When I read this earlier this year, I was stunned to realize 2023 is Hip-Hop’s 50th anniversary, which means the music I grew up listening to is officially in “classic” territory, complete with terrestrial radio stations dedicated to its earliest years. I still remember buying vinyl, and pressing pause on the cassette player to edit out the DJ between songs, and rarely ever hearing hip-hop on the radio (unless it was WBLS), and now hip-hop is everywhere and comes in a variety of styles, some I barely understand but are all inarguably part of the ever-expanding culture.
I’m currently in the middle of reading The Come Up: An Oral History of the Rise of Hip-Hop by Jonathan Abrams, and it’s been a bizarre walk down memory lane. In addition to artists I hadn’t thought of in ages and forgotten songs that are immediately recognizable at first mention, the most surprising thing has been multiple reminders that I remember the Bronx I grew up in the 70s and 80s — about a mile from Kool Herc’s seminal party — very differently than being one of the most dangerous places in the country it apparently was. To me it was just home, and I didn’t really know anything else besides what I saw on TV, most of which seemed like a completely different world.
“How Ya Like Me Now,” indeed!
The touch screen pullback is the result of consumer backlash, not the enactment of overdue regulations or an awakening of corporate responsibility. Many drivers want buttons, not screens, and they’ve given carmakers an earful about it. Auto executives have long brushed aside safety concerns about their complex displays—and all signs suggest they would have happily kept doing so.

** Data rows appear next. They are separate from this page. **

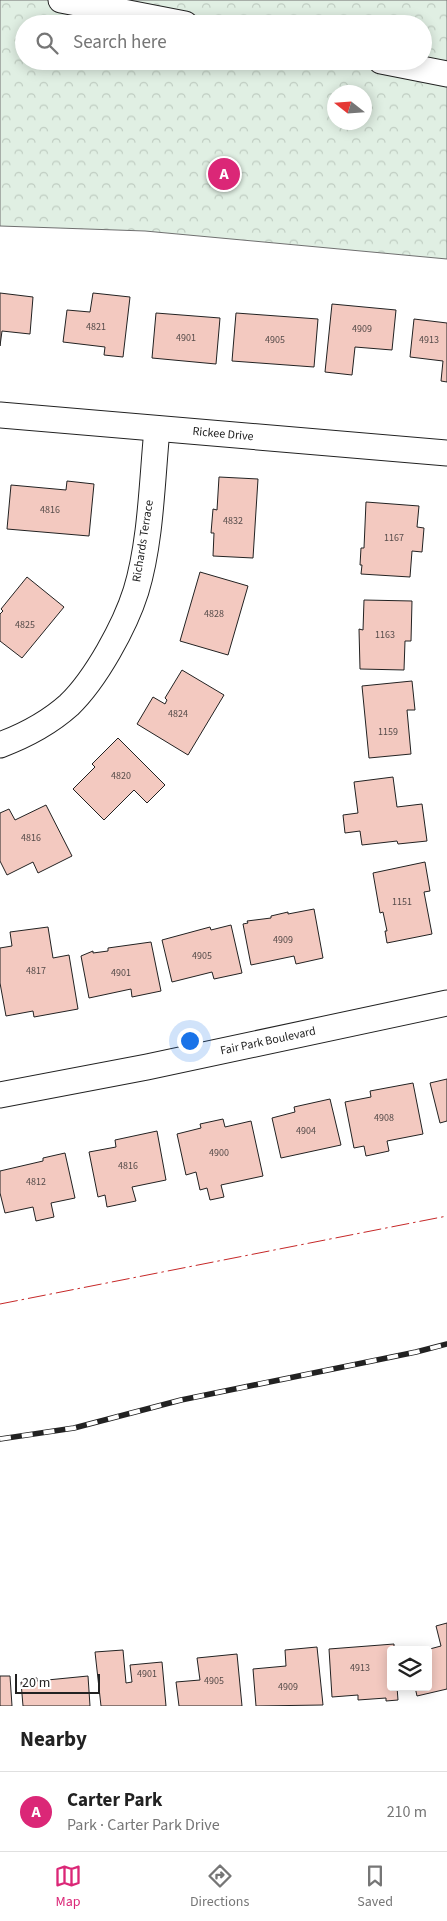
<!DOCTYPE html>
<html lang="en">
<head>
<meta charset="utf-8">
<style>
  :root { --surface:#fff; --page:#f6f6f6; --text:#222; --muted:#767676; --line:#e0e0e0; --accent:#db2777 }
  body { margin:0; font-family:"Source Sans 3",sans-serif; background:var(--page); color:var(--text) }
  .controls { position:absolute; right:15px; bottom:15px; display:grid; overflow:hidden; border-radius:5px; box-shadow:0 2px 12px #0003 }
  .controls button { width:45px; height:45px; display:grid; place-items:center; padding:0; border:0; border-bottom:1px solid var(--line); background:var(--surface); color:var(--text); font:25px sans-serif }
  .compass { position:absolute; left:327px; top:85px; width:45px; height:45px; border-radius:50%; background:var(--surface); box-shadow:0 2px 12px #0003; rotate:287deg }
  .scale { position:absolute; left:15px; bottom:12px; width:85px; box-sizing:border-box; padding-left:5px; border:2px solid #222; border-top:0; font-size:14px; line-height:18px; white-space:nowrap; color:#222; -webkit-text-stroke:4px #fff; paint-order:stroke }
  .you { position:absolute; left:189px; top:1040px; width:18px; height:18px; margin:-12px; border:4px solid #fff; border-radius:50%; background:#1a73e8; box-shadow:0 0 0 8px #1a73e833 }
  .badge { display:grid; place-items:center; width:32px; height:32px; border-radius:50%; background:var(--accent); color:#fff; font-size:16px; font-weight:700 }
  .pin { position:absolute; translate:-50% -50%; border:2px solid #fff; box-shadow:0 1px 5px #0006 }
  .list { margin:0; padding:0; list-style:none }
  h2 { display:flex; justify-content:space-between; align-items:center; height:65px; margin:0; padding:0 20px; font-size:21px }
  h2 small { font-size:16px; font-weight:400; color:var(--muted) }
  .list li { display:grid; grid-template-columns:32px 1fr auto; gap:15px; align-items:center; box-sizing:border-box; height:80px; padding:0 20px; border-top:1px solid var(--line) }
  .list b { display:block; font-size:19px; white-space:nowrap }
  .list p { margin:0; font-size:16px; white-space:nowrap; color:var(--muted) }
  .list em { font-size:16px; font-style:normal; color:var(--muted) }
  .icon { flex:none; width:28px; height:28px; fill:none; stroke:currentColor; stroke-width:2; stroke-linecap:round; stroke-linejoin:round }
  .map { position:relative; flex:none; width:447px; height:1706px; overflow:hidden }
  .search { position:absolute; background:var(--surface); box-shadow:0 2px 12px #0003; left:15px; right:15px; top:15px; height:55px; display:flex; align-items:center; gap:12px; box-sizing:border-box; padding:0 18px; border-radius:28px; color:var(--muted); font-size:19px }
  .sheet { height:145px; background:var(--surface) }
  nav { display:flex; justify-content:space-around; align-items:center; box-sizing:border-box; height:70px; border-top:1px solid var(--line); background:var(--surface); font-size:14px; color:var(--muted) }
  nav a { display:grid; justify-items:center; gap:2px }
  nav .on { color:var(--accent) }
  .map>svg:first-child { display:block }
  .forest { fill:url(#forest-crowns); stroke:#6f6f6f; fill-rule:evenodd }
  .building { fill:#f3c9c0; stroke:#222 }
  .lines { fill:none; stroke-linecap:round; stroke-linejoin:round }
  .street-casing { stroke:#222; stroke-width:27 }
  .street { stroke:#fff; stroke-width:25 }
  .rail-casing { stroke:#222; stroke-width:5.5 }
  .rail { stroke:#fff; stroke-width:4; stroke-dasharray:11; stroke-linecap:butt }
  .power { stroke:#c62828; stroke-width:1; stroke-dasharray:18 4 2.5 4; stroke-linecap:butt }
  .labels { text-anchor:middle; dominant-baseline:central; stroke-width:4; stroke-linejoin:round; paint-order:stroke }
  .number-label { font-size:10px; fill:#564c4a }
  .street-label { font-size:12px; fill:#222; stroke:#fff }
</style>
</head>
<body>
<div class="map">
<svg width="447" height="1706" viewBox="0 0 447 1706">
  <defs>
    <pattern id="forest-crowns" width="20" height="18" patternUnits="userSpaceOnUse" patternTransform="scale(1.25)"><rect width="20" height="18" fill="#e0efe3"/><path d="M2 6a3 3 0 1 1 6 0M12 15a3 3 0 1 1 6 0" fill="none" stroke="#c0cdc2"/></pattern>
  </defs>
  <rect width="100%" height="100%" fill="#fff"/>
  <path class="forest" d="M 0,0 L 447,0 L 447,259 L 145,231 L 0,226 ZM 24,24 L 423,24 L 423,61 L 24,61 ZM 334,92 L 364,92 L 364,122 L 334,122 Z"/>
  <g class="building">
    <polygon points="0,293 33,297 30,334 2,331 0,346"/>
    <polygon points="93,293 130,297 123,357 104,355 105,347 63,342 67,310 90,312"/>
    <polygon points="332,304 396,310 392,350 355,347 352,375 325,372"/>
    <polygon points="156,313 220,318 216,364 152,358"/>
    <polygon points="236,313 318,319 314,367 232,361"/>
    <polygon points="414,319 447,323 447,382 441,381 443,361 410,357"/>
    <polygon points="219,477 258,479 253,558 213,556 214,533 211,533 213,509 217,510"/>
    <polygon points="67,481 94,484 89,536 7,529 11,485 66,490"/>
    <polygon points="366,502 419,506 417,527 424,528 422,552 412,551 410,577 361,574 362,565 360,565 361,548 364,548"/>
    <polygon points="200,572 248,586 228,655 180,641"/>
    <polygon points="27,577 64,607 22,658 0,641 0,614 3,611 1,609"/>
    <polygon points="364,600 412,601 411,641 405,641 404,670 360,669 359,629 363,630"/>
    <polygon points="182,670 224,695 188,755 137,724 153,697 165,704 167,700 165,698"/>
    <polygon points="412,681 415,710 407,710 411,754 369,758 362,686"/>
    <polygon points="118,738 165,785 147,803 134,790 104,820 73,789 95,767 92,764"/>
    <polygon points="393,777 397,807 422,804 427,841 398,844 397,841 362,845 360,831 345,833 343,815 358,813 354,782"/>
    <polygon points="46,805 72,856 38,873 33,862 7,875 0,861 0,813 9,809 15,820"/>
    <polygon points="425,862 430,891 424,892 432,934 387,943 385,931 387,931 383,912 380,913 373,873"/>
    <polygon points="314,909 323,958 296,964 294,956 251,965 243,924 248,923 247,921 271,918 271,916 288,912 288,914"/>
    <polygon points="231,925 242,973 214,979 212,972 172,982 162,940 210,927 211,930"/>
    <polygon points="48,927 53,958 69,955 78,1009 34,1017 33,1011 6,1016 0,983 0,948 12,946 10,932"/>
    <polygon points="151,942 161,991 132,997 131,989 89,998 81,956 93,951 93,953 108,951 108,948"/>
    <polygon points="447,1079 447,1121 440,1123 430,1083"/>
    <polygon points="413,1083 423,1134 387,1141 389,1151 366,1156 364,1146 354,1148 345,1102 371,1097 370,1091"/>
    <polygon points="330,1099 341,1145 281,1158 272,1118 295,1112 294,1107"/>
    <polygon points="223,1119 225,1127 251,1121 263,1176 221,1185 224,1197 210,1200 207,1188 200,1190 196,1172 186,1175 177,1134 201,1128 200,1124"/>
    <polygon points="157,1131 166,1180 132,1187 136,1201 107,1207 105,1195 98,1197 89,1152 116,1147 115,1140"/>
    <polygon points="65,1153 75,1198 51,1203 54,1217 36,1221 33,1207 5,1213 0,1193 0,1171 43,1161 43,1158"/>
    <polygon points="447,1623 447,1689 417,1696 415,1687 428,1687 428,1650 426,1650 441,1646 436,1626"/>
    <polygon points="394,1644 394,1650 391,1650 391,1687 397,1687 398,1700 386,1701 386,1698 358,1700 358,1695 332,1697 329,1649"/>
    <polygon points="317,1647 323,1705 256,1706 253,1669 286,1666 285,1650"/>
    <polygon points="123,1650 126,1683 132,1682 130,1665 162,1662 166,1706 101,1706 95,1652"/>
    <polygon points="237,1654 242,1706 179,1706 176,1682 200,1680 197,1658"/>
    <polygon points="0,1676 10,1676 12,1706 0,1706"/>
    <polygon points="88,1676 90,1706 23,1706 21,1682 32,1681 32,1678 37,1678 37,1681"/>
  </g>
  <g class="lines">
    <g class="street-casing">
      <g id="street">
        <polyline points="61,0 185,24"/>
        <polyline points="381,61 447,74"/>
        <polyline points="0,415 447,453"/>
        <path d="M 0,745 C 24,736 50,722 69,705 C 96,679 125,626 136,591 C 151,542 152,480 157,429"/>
        <polyline points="0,1095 147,1067 447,1003"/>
      </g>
    </g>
    <use href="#street" class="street"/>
    <g class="rail-casing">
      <polyline id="rail" points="0,1439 74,1428 181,1400 416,1352 447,1344"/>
    </g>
    <use href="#rail" class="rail"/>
    <polyline class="power" points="0,1304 447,1216"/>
  </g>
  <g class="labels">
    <g class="number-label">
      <text x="96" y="327">4821</text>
      <text x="362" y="329">4909</text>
      <text x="186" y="338">4901</text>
      <text x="275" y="340">4905</text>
      <text x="429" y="340">4913</text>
      <text x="50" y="510">4816</text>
      <text x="233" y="521">4832</text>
      <text x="394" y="538">1167</text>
      <text x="214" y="614">4828</text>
      <text x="25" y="625">4825</text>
      <text x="385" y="635">1163</text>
      <text x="178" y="714">4824</text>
      <text x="388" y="732">1159</text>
      <text x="121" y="776">4820</text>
      <text x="31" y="838">4816</text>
      <text x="402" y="902">1151</text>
      <text x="283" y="940">4909</text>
      <text x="202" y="956">4905</text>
      <text x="36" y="971">4817</text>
      <text x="121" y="973">4901</text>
      <text x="384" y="1118">4908</text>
      <text x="306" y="1131">4904</text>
      <text x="219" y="1153">4900</text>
      <text x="128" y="1166">4816</text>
      <text x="36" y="1182">4812</text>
      <text x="360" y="1668">4913</text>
      <text x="147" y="1674">4901</text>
      <text x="214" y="1681">4905</text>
      <text x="288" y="1687">4909</text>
    </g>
    <g class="street-label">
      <text transform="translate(223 434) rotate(5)">Rickee Drive</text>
      <text transform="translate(143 541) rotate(-81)">Richards Terrace</text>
      <text transform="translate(268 1041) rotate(-12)">Fair Park Boulevard</text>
    </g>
  </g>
</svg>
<div class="controls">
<button><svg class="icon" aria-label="layers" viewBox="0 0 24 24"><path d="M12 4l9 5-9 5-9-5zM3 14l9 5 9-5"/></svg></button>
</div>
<svg class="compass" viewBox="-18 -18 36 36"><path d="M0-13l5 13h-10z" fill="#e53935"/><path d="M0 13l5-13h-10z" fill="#767676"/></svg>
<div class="scale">20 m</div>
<div class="you"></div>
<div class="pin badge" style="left:224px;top:174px">A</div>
<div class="search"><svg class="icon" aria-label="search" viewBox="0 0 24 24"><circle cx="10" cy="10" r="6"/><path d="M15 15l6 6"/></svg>Search here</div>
</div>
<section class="sheet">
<h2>Nearby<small></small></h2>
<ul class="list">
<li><span class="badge">A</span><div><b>Carter Park</b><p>Park · Carter Park Drive</p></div><em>210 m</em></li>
</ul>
</section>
<nav>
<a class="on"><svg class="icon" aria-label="map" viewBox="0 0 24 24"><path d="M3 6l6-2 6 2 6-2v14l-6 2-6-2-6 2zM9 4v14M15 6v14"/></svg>Map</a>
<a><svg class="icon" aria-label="directions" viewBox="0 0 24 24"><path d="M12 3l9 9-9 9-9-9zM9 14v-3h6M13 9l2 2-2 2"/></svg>Directions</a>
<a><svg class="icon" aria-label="saved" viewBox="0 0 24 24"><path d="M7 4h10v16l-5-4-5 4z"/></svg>Saved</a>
</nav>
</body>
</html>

But their customers are revolting, which has forced them to pay attention.
I absolutely hate cars that have gone all-in on replacing analog dashboards with iPads of various shapes and sizes. It’s something I love about our Hyundai, one of the few manufacturers who’ve mostly resisted the temptation. Teslas look ridiculous, but that’s their design aesthetic; seeing their influence on other manufacturers has been maddening, and VW’s ID Buzz dashboard is one of the ugliest I’ve ever seen.

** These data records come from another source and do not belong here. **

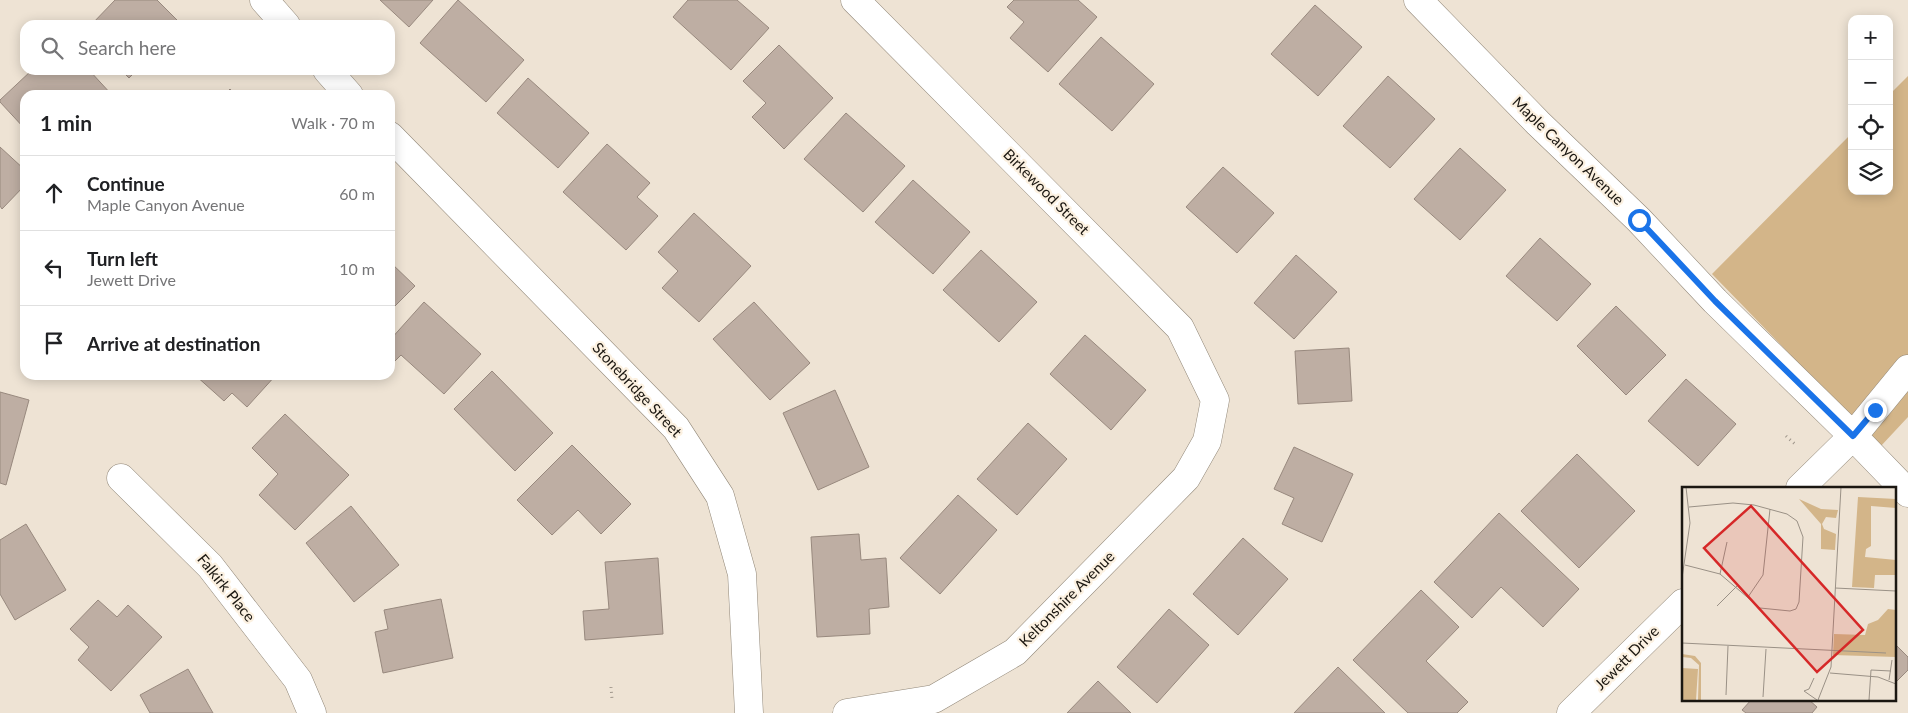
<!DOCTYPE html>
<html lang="en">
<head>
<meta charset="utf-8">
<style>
	:root { --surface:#fff; --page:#f2f2f2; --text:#202124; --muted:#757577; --line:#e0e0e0 }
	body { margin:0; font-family:Lato,sans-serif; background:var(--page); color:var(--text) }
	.controls { position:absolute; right:15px; top:15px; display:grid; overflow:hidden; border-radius:10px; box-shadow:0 2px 12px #0003 }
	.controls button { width:45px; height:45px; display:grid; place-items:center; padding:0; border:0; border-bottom:1px solid var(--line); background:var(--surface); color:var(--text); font:25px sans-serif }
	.stop { position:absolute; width:15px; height:15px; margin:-11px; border:4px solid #1a73e8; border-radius:50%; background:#fff }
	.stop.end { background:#1a73e8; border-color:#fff; box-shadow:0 1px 5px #0008 }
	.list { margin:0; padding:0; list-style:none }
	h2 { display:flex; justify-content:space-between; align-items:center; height:65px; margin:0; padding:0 20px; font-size:21px }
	h2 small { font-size:16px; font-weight:400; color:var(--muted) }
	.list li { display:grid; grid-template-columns:32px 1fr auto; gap:15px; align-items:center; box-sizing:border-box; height:75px; padding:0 20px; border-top:1px solid var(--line) }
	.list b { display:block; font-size:19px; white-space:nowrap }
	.list p { margin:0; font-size:16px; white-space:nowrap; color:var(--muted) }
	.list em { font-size:16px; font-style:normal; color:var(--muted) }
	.icon { flex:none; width:28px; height:28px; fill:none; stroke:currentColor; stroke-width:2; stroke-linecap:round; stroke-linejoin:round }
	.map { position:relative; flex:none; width:1908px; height:713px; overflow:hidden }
	.search { position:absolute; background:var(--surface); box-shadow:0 2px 12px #0003; left:20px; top:20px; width:375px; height:55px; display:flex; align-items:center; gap:12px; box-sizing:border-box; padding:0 18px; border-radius:15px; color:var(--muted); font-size:19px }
	.panel { position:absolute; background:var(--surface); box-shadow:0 2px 12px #0003; left:20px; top:90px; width:375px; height:290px; border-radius:15px }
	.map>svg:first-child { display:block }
	.green { fill:#d3b589 }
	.building { fill:#beaea3; stroke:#98897e }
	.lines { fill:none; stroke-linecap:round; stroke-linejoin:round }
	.minor-casing { stroke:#918778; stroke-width:29 }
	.path { stroke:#a0978c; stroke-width:3; stroke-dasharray:1 4; stroke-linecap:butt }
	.minor { stroke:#fff; stroke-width:28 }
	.route { stroke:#1a73e8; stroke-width:6 }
	.labels { text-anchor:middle; stroke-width:4.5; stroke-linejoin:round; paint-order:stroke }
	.street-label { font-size:15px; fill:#1b1711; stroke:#fcf1e1 }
	.inset-road { fill:none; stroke:#9a9186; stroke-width:1 }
	.view { fill:#d62828; fill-opacity:0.15; stroke:#d62828; stroke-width:2.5 }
	.inset-edge { fill:none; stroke:#1b1711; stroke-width:2.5 }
</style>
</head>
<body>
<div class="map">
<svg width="1908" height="713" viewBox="0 0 1908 713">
	<rect width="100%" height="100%" fill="#eee3d4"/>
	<path class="green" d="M1908 76V417L1880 447 1712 274 1852 133V191H1889V95Z"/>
	<path class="building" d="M115 0H157L181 24 180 25H91Z
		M380 0H433L409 27Z
		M458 0 524 60 486 102 420 43Z
		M688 0H737L769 28 731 70 673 17Z
		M1014 0H1078L1097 17 1048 72 1010 38 1024 22 1007 7Z
		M1315 5 1362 47 1318 96 1271 54Z
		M1101 37 1154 84 1112 131 1059 84Z
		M779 45 833 98 784 149 752 117 766 103 743 81Z
		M32 70H89L112 95H25V129L0 102V100Z
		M121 70H137L129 78Z
		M1388 76 1435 119 1390 168 1343 126Z
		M528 78 589 133 558 168 497 113Z
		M230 89 235 95H224Z
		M846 113 905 166 863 212 804 159Z
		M607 144 650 183 637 197 658 216 626 250 563 192Z
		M0 147 25 170V185L2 209 0 206Z
		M1460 148 1506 190 1460 240 1414 199Z
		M1223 167 1274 213 1237 253 1186 207Z
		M913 180 970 232 933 274 875 222Z
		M694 213 751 266 699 322 662 288 678 271 658 252Z
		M1540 238 1591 284 1557 321 1506 276Z
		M981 250 1037 302 999 342 943 290Z
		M1296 255 1337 292 1294 339 1254 303Z
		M390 262 415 286 390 311Z
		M424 302 481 354 444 394 401 355 394 362 390 359V340Z
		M754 302 810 363 770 400 713 339Z
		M1616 306 1666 355 1626 395 1577 346Z
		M1085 335 1146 390 1111 430 1050 374Z
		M1349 348 1352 401 1298 404 1295 351Z
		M492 371 553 433 515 471 454 409Z
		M195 375H276L247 407 232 393 224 401Z
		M1686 379 1736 424 1698 466 1648 421Z
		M835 390 869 467 818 490 783 413Z
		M0 392 29 400 6 485 0 483Z
		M285 414 349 475 295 530 259 495 278 474 252 448Z
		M1028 423 1067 459 1017 515 977 479Z
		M572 445 631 504 601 534 578 510 552 535 517 500Z
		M1294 447 1353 474 1322 542 1282 524 1294 498 1274 489Z
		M1577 454 1635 511 1579 568 1521 511Z
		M958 495 997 530 940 594 900 558Z
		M351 506 399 565 354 602 306 543Z
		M1499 513 1579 589 1543 627 1501 587 1472 618 1434 582Z
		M26 524 66 590 15 620 0 594V540Z
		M859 534 861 560 886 558 889 607 869 609 870 634 817 637 811 537Z
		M1243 538 1288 579 1238 635 1193 594Z
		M658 558 663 634 585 640 583 611 609 609 605 562Z
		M1421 590 1459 627 1426 661 1468 702 1457 713H1408L1353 660Z
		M441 599 453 658 383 673 375 632 388 629 384 610Z
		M98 600 117 617 128 605 162 637 111 691 78 660 89 647 70 629Z
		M1169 609 1209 645 1157 703 1117 667Z
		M1894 643 1908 657V670L1894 684Z
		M1338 667 1385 713H1294Z
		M188 669 213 713H150L140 695Z
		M1098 681 1131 713H1067Z
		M1752 699H1808L1817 707 1812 713H1746L1742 710Z"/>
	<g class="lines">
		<defs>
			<path id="minor" d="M264 0 286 25
				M1418 0 1538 123 1639 220 1715 301 1853 436 1908 493
				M327 70 349 95
				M390 136 676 428 720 496 742 574 749 713
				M121 478 210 566 298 680 312 713
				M1800 488 1853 436 1908 369
				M847 713 934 699 1015 652 1186 478 1207 441 1215 400 1180 328 855 0
				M1571 713 1683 603"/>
		</defs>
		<use href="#minor" class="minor-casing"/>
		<path class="path" d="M1786 436 1796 445
			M611 687 612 699"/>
		<use href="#minor" class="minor"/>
	</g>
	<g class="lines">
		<path class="route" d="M1639 220 1715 301 1853 436 1875 410"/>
	</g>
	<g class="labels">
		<g class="street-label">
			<text transform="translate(1568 151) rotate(44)" y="5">Maple Canyon Avenue</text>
			<text transform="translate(1046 192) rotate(45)" y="5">Birkewood Street</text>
			<text transform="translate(637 390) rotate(47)" y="5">Stonebridge Street</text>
			<text transform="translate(226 588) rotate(51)" y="5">Falkirk Place</text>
			<text transform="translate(1067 599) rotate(-45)" y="5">Keltonshire Avenue</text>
			<text transform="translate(1627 658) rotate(-45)" y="5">Jewett Drive</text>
		</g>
	</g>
	<g transform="translate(1682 487)">
		<rect width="214" height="214" fill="#eee3d4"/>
		<path d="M176 10 214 12V21L189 19V59L184 62 183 70 214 73V88H193L192 101 170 100ZM117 12 139 22 156 23 154 31 144 30 140 37 142 42 154 47 153 63 139 62V37ZM206 122 214 123V170L151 168 152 147 183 148 186 137 196 133ZM0 167 13 169 19 176V213H16L17 178 9 171 0 170ZM0 181 16 182 14 213H0Z" fill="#d3b589"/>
		<path class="inset-road" d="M3 78 38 87 78 121 108 124 114 122 117 115 121 50 115 34 105 27 72 18 51 16 7 20M38 87 45 55M0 91 8 36 4 0M153 101 214 104M66 110 81 88 88 22M35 119 55 99M0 156 204 166M148 186 196 190 214 197M207 193 210 173M122 204 127 202 132 191M122 204 135 213M44 208 46 159M81 210 84 162M136 213 149 180 159 0M187 213 189 183 209 184"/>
		<path class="view" d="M69 19 181 143 135 185 22 61Z"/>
		<rect width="214" height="214" class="inset-edge"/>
	</g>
</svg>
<div class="controls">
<button>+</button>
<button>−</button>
<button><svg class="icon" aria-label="locate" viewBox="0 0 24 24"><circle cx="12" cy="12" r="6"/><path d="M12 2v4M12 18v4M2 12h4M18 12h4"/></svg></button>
<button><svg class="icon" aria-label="layers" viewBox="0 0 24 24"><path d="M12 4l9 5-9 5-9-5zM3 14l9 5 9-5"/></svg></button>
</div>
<div class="stop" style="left:1639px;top:220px"></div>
<div class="stop end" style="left:1875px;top:410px"></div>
<div class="search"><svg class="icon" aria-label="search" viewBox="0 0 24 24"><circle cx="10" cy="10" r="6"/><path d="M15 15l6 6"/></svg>Search here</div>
<section class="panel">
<h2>1 min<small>Walk · 70 m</small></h2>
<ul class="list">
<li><svg class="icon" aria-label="ahead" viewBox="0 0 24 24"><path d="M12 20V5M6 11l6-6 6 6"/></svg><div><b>Continue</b><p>Maple Canyon Avenue</p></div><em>60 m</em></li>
<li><svg class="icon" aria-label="left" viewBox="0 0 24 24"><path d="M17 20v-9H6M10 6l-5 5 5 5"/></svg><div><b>Turn left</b><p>Jewett Drive</p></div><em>10 m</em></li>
<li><svg class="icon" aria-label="arrive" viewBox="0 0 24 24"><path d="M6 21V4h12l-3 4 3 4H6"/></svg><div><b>Arrive at destination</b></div></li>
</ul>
</section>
</div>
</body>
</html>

I don’t personally believe self-driving cars are coming anytime soon, so designing cars we still have to be in full control of to be as safe as possible should be the highest priority. Instead, we’re living in a transitional period where safety and reliability are taking a back seat to “innovation” and an automated future, alongside subscriptions to formerly standard features and reluctant and belated recalls to fix issues that should never have been shipped.
*shakes fist at cloud*
PS: Apparently this issue’s unplanned theme was nostalgia?!? I don’t usually have any idea what’s going into these newsletters until I start putting one together. I use Feedly to bookmark articles of interest in a “Newsletter Consideration” folder as I come across them, and at least half of them never get used. I usually have a lead article in mind and go from there. An unexpected theme often starts to present itself and I run with it, and some of those older articles find a home. This was definitely one of those issues.
This might be the first time in 2.5 years that there wasn’t an overt publishing or library angle somewhere, though, so apologies to those of you who understandably assume that’s what you’d be getting. Licensing and rights kind of counts? Hope you enjoyed it anyway!